For the sake of keeping favorites favorites, we’ve found out-of-the box ways to spice up the energy-packed meal so egg fatigue will never (ever!) strike your tastebuds. After consulting Well+Good readers, via Cook With Us, we’ve identified six new scrambled eggs recipes to add some pizzaz to your morning meal. Whether you love sweet, savory, or spicy, your eggs just got fancy (without the skin full of dirty dishes).
6 scrambled eggs recipes that are anything but boring
1. add some fibrous quinoa
One member of Well+Good’s foodie community recommends scrambling your eggs, then tossing in 1/2 cup of quinoa, spinach, and a scoop of salsa to top it all off. ICYMI, quinoa is packed with fiber to help you feel satiated longer, so your eggs will keep you full well into the afternoon.

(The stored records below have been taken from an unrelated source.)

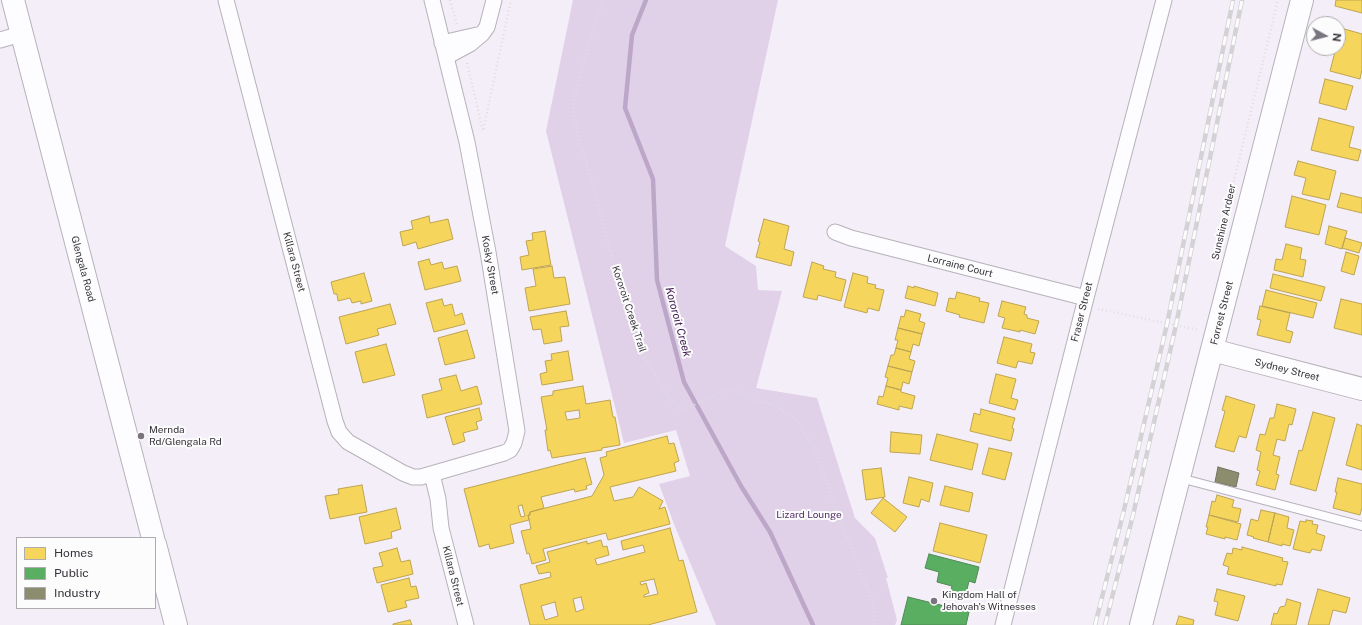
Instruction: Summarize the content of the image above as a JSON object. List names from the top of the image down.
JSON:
{
  "streets": {
    "street": [
      "Killara Street",
      "Kosky Street",
      "Lorraine Court",
      "Glengala Road",
      "Fraser Street",
      "Forrest Street",
      "Sydney Street"
    ],
    "path": ["Sunshine Ardeer", "Kororoit Creek Trail"]
  },
  "crossings": [
    ["Killara Street", "Kosky Street"],
    ["Lorraine Court", "Fraser Street"],
    ["Forrest Street", "Sydney Street"]
  ],
  "water": ["Kororoit Creek"],
  "parks": ["Lizard Lounge"],
  "places": ["Mernda Rd/Glengala Rd", "Kingdom Hall of Jehovah's Witnesses"],
  "legend": ["Homes", "Public", "Industry"],
  "north": "right"
}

2. Treat your Scrambled eggs like pasta and add pesto
“I’m a big fan of swirling in some pesto at the very end of cooking to give it some extra flavor,” writes Jessie Van Amburg, Well+Good’s senior food and health editor, in the group. Other pasta toppings, like tomato sauce, would step up the egg dish, too.

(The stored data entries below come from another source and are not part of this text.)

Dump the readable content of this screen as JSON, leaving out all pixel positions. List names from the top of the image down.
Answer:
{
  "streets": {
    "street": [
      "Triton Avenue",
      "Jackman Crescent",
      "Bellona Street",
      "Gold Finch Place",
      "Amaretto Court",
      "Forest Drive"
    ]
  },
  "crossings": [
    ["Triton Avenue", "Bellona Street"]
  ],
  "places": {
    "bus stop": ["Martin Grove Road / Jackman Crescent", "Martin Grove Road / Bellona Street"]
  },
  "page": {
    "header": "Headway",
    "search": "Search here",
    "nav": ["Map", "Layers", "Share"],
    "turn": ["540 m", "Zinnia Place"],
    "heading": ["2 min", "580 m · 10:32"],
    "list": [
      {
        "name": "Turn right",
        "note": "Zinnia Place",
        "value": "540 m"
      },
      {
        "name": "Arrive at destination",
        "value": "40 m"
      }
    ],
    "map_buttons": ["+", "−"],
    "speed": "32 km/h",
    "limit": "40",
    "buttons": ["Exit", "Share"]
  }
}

3. Make it a breakfast taco
4. Make it sweet with (no, really) banana eggs
Please allow me to stand up on my soap box and tell you how great banana eggs are. Simply crack two eggs into one smushed banana and go about your usual scrambling, and voila, you’ll wind up with a sweet, sweet breakfast that tastes good with almond butter, syrup, or your choice of berries.
5. Drizzle EVOO on top for brain-boosting fats
“These oils are loaded with anti-aging nutrients like omega-3’s and vitamin E. Extra-virgin olive oil is also rich in monounsaturated fat, a kind of fat that is good for the heart as well as for the brain,” Lisa Mosconi, PhD, neuroscientist and author of Brain Food: The Surprising Science of Eating for Cognitive Power, previously told Well+Good. One genius Cook With Us member tops her eggs off with goat cheese and EVOO for a little dose of brilliance in the a.m.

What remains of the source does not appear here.